→ **PROVIDED DATA**:
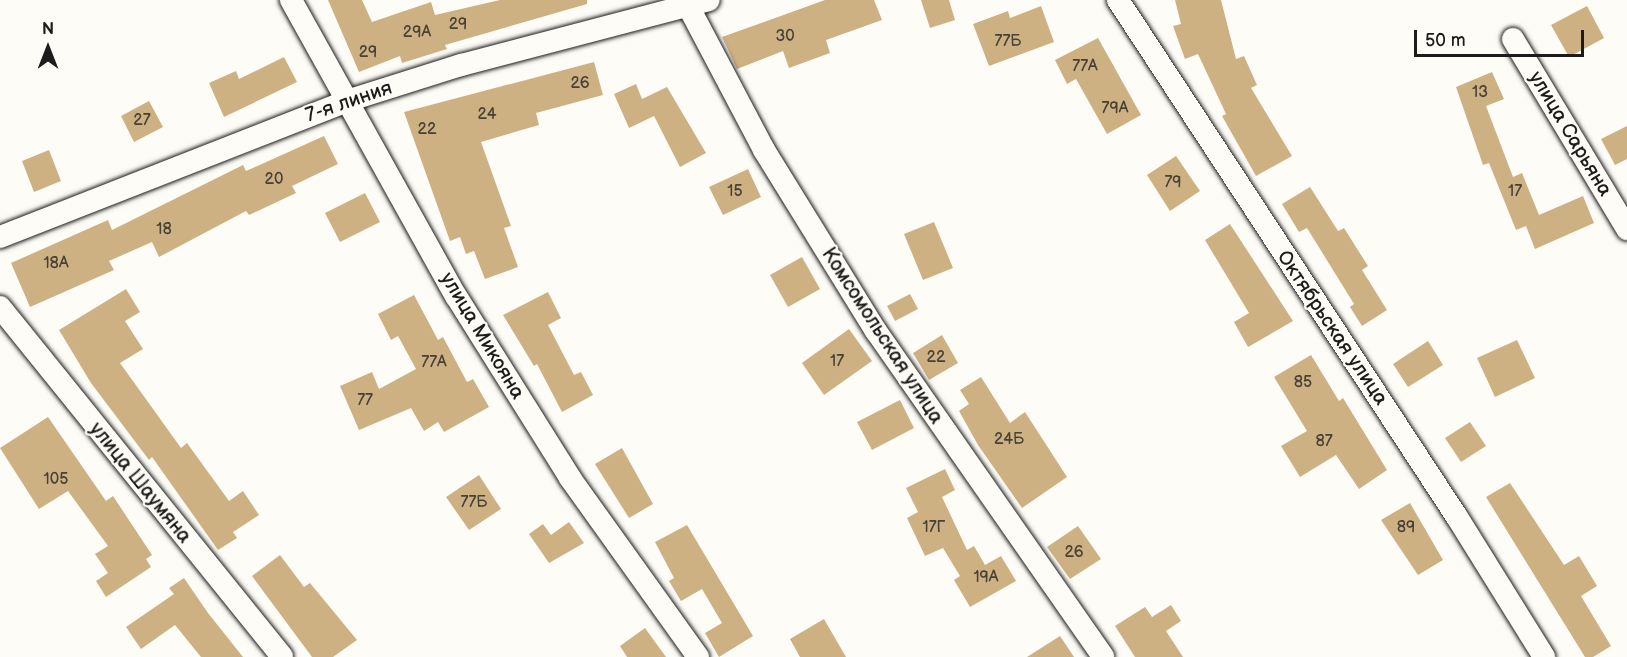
<!DOCTYPE html>
<meta charset="utf-8">
<style>
body{margin:0}
#map{position:relative;width:1627px;height:657px;overflow:hidden;background:#fdfcf7;font-family:"Balsamiq Sans",sans-serif}
div>[style]{position:absolute}
[style*='--x']{left:calc(var(--x)*1px);top:calc(var(--y)*1px);width:calc(var(--w)*1px);rotate:calc(var(--a)*1deg)}
.building>*{inset:0;background:#ceb183}
.roads{filter:drop-shadow(0 0 2px #1c1c1c) drop-shadow(0 0 2px #1c1c1c)}
.minor>*{height:22px;margin:-11px;padding:0 11px;transform-origin:11px;border-radius:11px;background:#fdfcf7}
span{translate:-50% -50%;white-space:nowrap;text-align:center;line-height:1.15;-webkit-text-stroke:4.5px #fdfcf7;paint-order:stroke}
.number-label{font-size:16px;color:#484136}
.number-label span{-webkit-text-stroke-width:0}
.street-label{font-size:20px;color:#1c1c1c}
.north{position:absolute;left:18px;top:18px;width:60px;height:60px;-webkit-text-stroke:4px #fdfcf7;paint-order:stroke;rotate:0deg;font-size:16px;font-weight:700;line-height:24px;text-align:center;color:#1c1c1c}
.north::after{content:'';display:block;margin:auto;width:21px;height:27px;background:#1c1c1c;clip-path:polygon(50% 0,100% 100%,50% 72%,0 100%)}
.scale{position:absolute;left:1414px;top:30px;width:170px;height:27px;box-sizing:border-box;border:3px solid #1c1c1c;border-top:0;padding-left:8px;font-size:18px;line-height:21px;white-space:nowrap;color:#1c1c1c;-webkit-text-stroke:4px #fdfcf7;paint-order:stroke}
</style>
<div id="map">
<div class="building">
<i style="clip-path:polygon(328px 0,362px 0,372px 22px,431px 2px,435px 15px,500px 0,587px 0,587px 4px,445px 45px,447px 49px,402px 63px,400px 56px,359px 72px)"></i>
<i style="clip-path:polygon(825px 0,874px 0,882px 20px,826px 40px,830px 53px,789px 68px,783px 51px,737px 69px,722px 37px)"></i>
<i style="clip-path:polygon(921px 0,949px 0,955px 20px,930px 28px)"></i>
<i style="clip-path:polygon(1175px 0,1221px 0,1236px 59px,1244px 56px,1257px 85px,1251px 88px,1292px 156px,1256px 176px,1222px 116px,1226px 114px,1198px 54px,1185px 59px,1173px 26px,1181px 24px)"></i>
<i style="clip-path:polygon(1041px 6px,1054px 42px,989px 66px,973px 24px,1008px 11px,1010px 18px)"></i>
<i style="clip-path:polygon(1587px 6px,1604px 38px,1569px 57px,1551px 25px)"></i>
<i style="clip-path:polygon(1098px 38px,1141px 115px,1107px 134px,1076px 79px,1067px 84px,1055px 60px)"></i>
<i style="clip-path:polygon(284px 57px,297px 82px,224px 117px,209px 83px,236px 71px,239px 79px)"></i>
<i style="clip-path:polygon(594px 62px,603px 95px,536px 113px,539px 125px,481px 142px,511px 226px,504px 228px,518px 267px,485px 279px,474px 251px,466px 254px,460px 237px,450px 241px,404px 112px)"></i>
<i style="clip-path:polygon(1492px 72px,1504px 99px,1486px 106px,1513px 177px,1522px 173px,1539px 215px,1583px 196px,1594px 223px,1535px 249px,1526px 226px,1516px 230px,1489px 163px,1483px 165px,1456px 87px)"></i>
<i style="clip-path:polygon(636px 84px,642px 99px,667px 87px,706px 153px,680px 167px,654px 116px,629px 128px,614px 94px)"></i>
<i style="clip-path:polygon(149px 101px,163px 127px,134px 142px,121px 116px)"></i>
<i style="clip-path:polygon(1627px 126px,1627px 159px,1615px 165px,1601px 139px)"></i>
<i style="clip-path:polygon(324px 136px,338px 164px,292px 186px,296px 193px,249px 215px,246px 211px,159px 257px,152px 242px,109px 261px,114px 270px,30px 307px,11px 263px,108px 220px,112px 230px,243px 165px,246px 171px)"></i>
<i style="clip-path:polygon(49px 150px,61px 181px,34px 192px,22px 161px)"></i>
<i style="clip-path:polygon(1176px 156px,1200px 191px,1170px 211px,1147px 175px)"></i>
<i style="clip-path:polygon(748px 169px,761px 197px,723px 215px,709px 187px)"></i>
<i style="clip-path:polygon(1310px 187px,1338px 231px,1344px 228px,1368px 266px,1362px 270px,1387px 310px,1362px 326px,1350px 307px,1354px 304px,1307px 228px,1299px 232px,1282px 204px)"></i>
<i style="clip-path:polygon(365px 193px,380px 222px,340px 242px,325px 213px)"></i>
<i style="clip-path:polygon(934px 222px,953px 268px,923px 280px,904px 234px)"></i>
<i style="clip-path:polygon(1230px 224px,1293px 321px,1248px 347px,1234px 322px,1249px 313px,1205px 240px)"></i>
<i style="clip-path:polygon(802px 257px,820px 289px,788px 307px,770px 275px)"></i>
<i style="clip-path:polygon(126px 289px,140px 312px,125px 321px,143px 349px,120px 363px,181px 448px,187px 443px,229px 501px,243px 491px,259px 515px,233px 532px,237px 538px,218px 550px,152px 457px,149px 460px,91px 383px,59px 330px)"></i>
<i style="clip-path:polygon(548px 292px,561px 318px,548px 325px,574px 375px,581px 372px,593px 395px,562px 412px,537px 364px,534px 366px,503px 315px)"></i>
<i style="clip-path:polygon(910px 294px,918px 309px,895px 321px,887px 306px)"></i>
<i style="clip-path:polygon(414px 295px,438px 340px,443px 337px,467px 382px,473px 379px,489px 407px,444px 432px,438px 422px,424px 431px,411px 408px,359px 430px,340px 386px,372px 372px,379px 389px,416px 369px,398px 336px,391px 340px,378px 314px)"></i>
<i style="clip-path:polygon(849px 329px,872px 361px,824px 395px,802px 363px)"></i>
<i style="clip-path:polygon(942px 335px,958px 363px,929px 380px,913px 353px)"></i>
<i style="clip-path:polygon(1517px 340px,1535px 378px,1495px 397px,1477px 358px)"></i>
<i style="clip-path:polygon(1428px 341px,1443px 365px,1408px 387px,1393px 364px)"></i>
<i style="clip-path:polygon(1311px 355px,1339px 401px,1343px 398px,1387px 470px,1359px 489px,1336px 455px,1300px 477px,1281px 446px,1307px 431px,1274px 377px)"></i>
<i style="clip-path:polygon(981px 377px,1010px 423px,1025px 412px,1067px 477px,1022px 508px,978px 445px,959px 411px,969px 404px,960px 390px)"></i>
<i style="clip-path:polygon(900px 400px,914px 428px,872px 450px,857px 422px)"></i>
<i style="clip-path:polygon(48px 417px,106px 501px,113px 496px,152px 555px,146px 559px,151px 567px,106px 597px,96px 581px,108px 573px,95px 554px,108px 546px,68px 491px,39px 509px,0 448px)"></i>
<i style="clip-path:polygon(1470px 422px,1486px 446px,1461px 462px,1445px 438px)"></i>
<i style="clip-path:polygon(622px 448px,653px 504px,629px 518px,595px 464px)"></i>
<i style="clip-path:polygon(945px 469px,955px 490px,942px 497px,967px 550px,974px 546px,985px 565px,1001px 556px,1016px 581px,970px 607px,954px 580px,960px 576px,943px 548px,925px 556px,907px 518px,918px 512px,906px 488px)"></i>
<i style="clip-path:polygon(479px 475px,501px 509px,469px 530px,446px 497px)"></i>
<i style="clip-path:polygon(1510px 483px,1564px 565px,1579px 556px,1597px 586px,1581px 596px,1611px 646px,1593px 657px,1585px 657px,1486px 497px)"></i>
<i style="clip-path:polygon(1410px 503px,1443px 560px,1418px 575px,1381px 520px)"></i>
<i style="clip-path:polygon(569px 522px,584px 543px,549px 563px,529px 534px,543px 524px,551px 535px)"></i>
<i style="clip-path:polygon(687px 525px,753px 636px,719px 657px,705px 633px,722px 623px,702px 589px,681px 601px,669px 581px,674px 578px,655px 542px)"></i>
<i style="clip-path:polygon(1078px 526px,1101px 559px,1070px 579px,1047px 547px)"></i>
<i style="clip-path:polygon(280px 555px,304px 587px,310px 583px,357px 640px,333px 657px,312px 657px,252px 576px)"></i>
<i style="clip-path:polygon(184px 578px,208px 613px,243px 657px,201px 657px,175px 625px,141px 649px,126px 627px,174px 594px,169px 588px)"></i>
<i style="clip-path:polygon(1171px 605px,1181px 621px,1166px 631px,1183px 657px,1135px 657px,1115px 626px,1145px 607px,1152px 617px)"></i>
<i style="clip-path:polygon(824px 619px,846px 657px,800px 657px,790px 639px)"></i>
<i style="clip-path:polygon(645px 628px,666px 657px,627px 657px,620px 646px)"></i>
<i style="clip-path:polygon(1060px 636px,1074px 657px,1027px 657px)"></i>
</div>
<div class="roads">
<div class="minor">
<i style="--x:291;--y:0;--w:339;--a:60.9"></i>
<i style="--x:456;--y:296;--w:215;--a:57.9"></i>
<i style="--x:570;--y:478;--w:220;--a:54.4"></i>
<i style="--x:685;--y:0;--w:170;--a:62.2"></i>
<i style="--x:764;--y:150;--w:213;--a:58.3"></i>
<i style="--x:876;--y:331;--w:397;--a:55.1"></i>
<i style="--x:1118;--y:0;--w:618;--a:56.75"></i>
<i style="--x:1457;--y:517;--w:165;--a:58.1"></i>
<i style="--x:1513;--y:39;--w:222;--a:59"></i>
<i style="--x:0;--y:237;--w:373;--a:-21.4"></i>
<i style="--x:347;--y:101;--w:120;--a:-17.5"></i>
<i style="--x:461;--y:65;--w:256;--a:-14.7"></i>
<i style="--x:0;--y:307;--w:449;--a:51.1"></i>
</div>
</div>
<div class="number-label">
<span style="left:458px;top:25px">29</span>
<span style="left:417px;top:33px">29А</span>
<span style="left:785px;top:37px">30</span>
<span style="left:1008px;top:42px">77Б</span>
<span style="left:368px;top:53px">29</span>
<span style="left:1085px;top:67px">77А</span>
<span style="left:580px;top:84px">26</span>
<span style="left:1480px;top:93px">13</span>
<span style="left:1115px;top:109px">79А</span>
<span style="left:487px;top:115px">24</span>
<span style="left:142px;top:121px">27</span>
<span style="left:427px;top:130px">22</span>
<span style="left:274px;top:180px">20</span>
<span style="left:1173px;top:183px">79</span>
<span style="left:735px;top:192px">15</span>
<span style="left:1515px;top:192px">17</span>
<span style="left:164px;top:230px">18</span>
<span style="left:56px;top:264px">18А</span>
<span style="left:936px;top:358px">22</span>
<span style="left:837px;top:362px">17</span>
<span style="left:434px;top:363px">77А</span>
<span style="left:1303px;top:383px">85</span>
<span style="left:365px;top:401px">77</span>
<span style="left:1009px;top:440px">24Б</span>
<span style="left:1324px;top:442px">87</span>
<span style="left:56px;top:480px">105</span>
<span style="left:474px;top:503px">77Б</span>
<span style="left:934px;top:528px">17Г</span>
<span style="left:1406px;top:528px">89</span>
<span style="left:1074px;top:553px">26</span>
<span style="left:986px;top:578px">19А</span>
</div>
<div class="street-label">
<span style="left:349px;top:102px;rotate:-19deg">7-я линия</span>
<span style="left:1570px;top:134px;rotate:59deg">улица Сарьяна</span>
<span style="left:1332px;top:328px;rotate:56deg">Октябрьская улица</span>
<span style="left:482px;top:336px;rotate:59deg">улица Микояна</span>
<span style="left:882px;top:336px;rotate:57deg">Комсомольская улица</span>
<span style="left:140px;top:483px;rotate:51deg">улица Шаумяна</span>
</div>
<div class="north">N</div>
<div class="scale">50 m</div>
</div>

→ **EXERCISE DETAILS**: Copy out all lines above that include the string "building".

→ **RESULT OF THE TASK**:
.building>*{inset:0;background:#ceb183}
<div class="building">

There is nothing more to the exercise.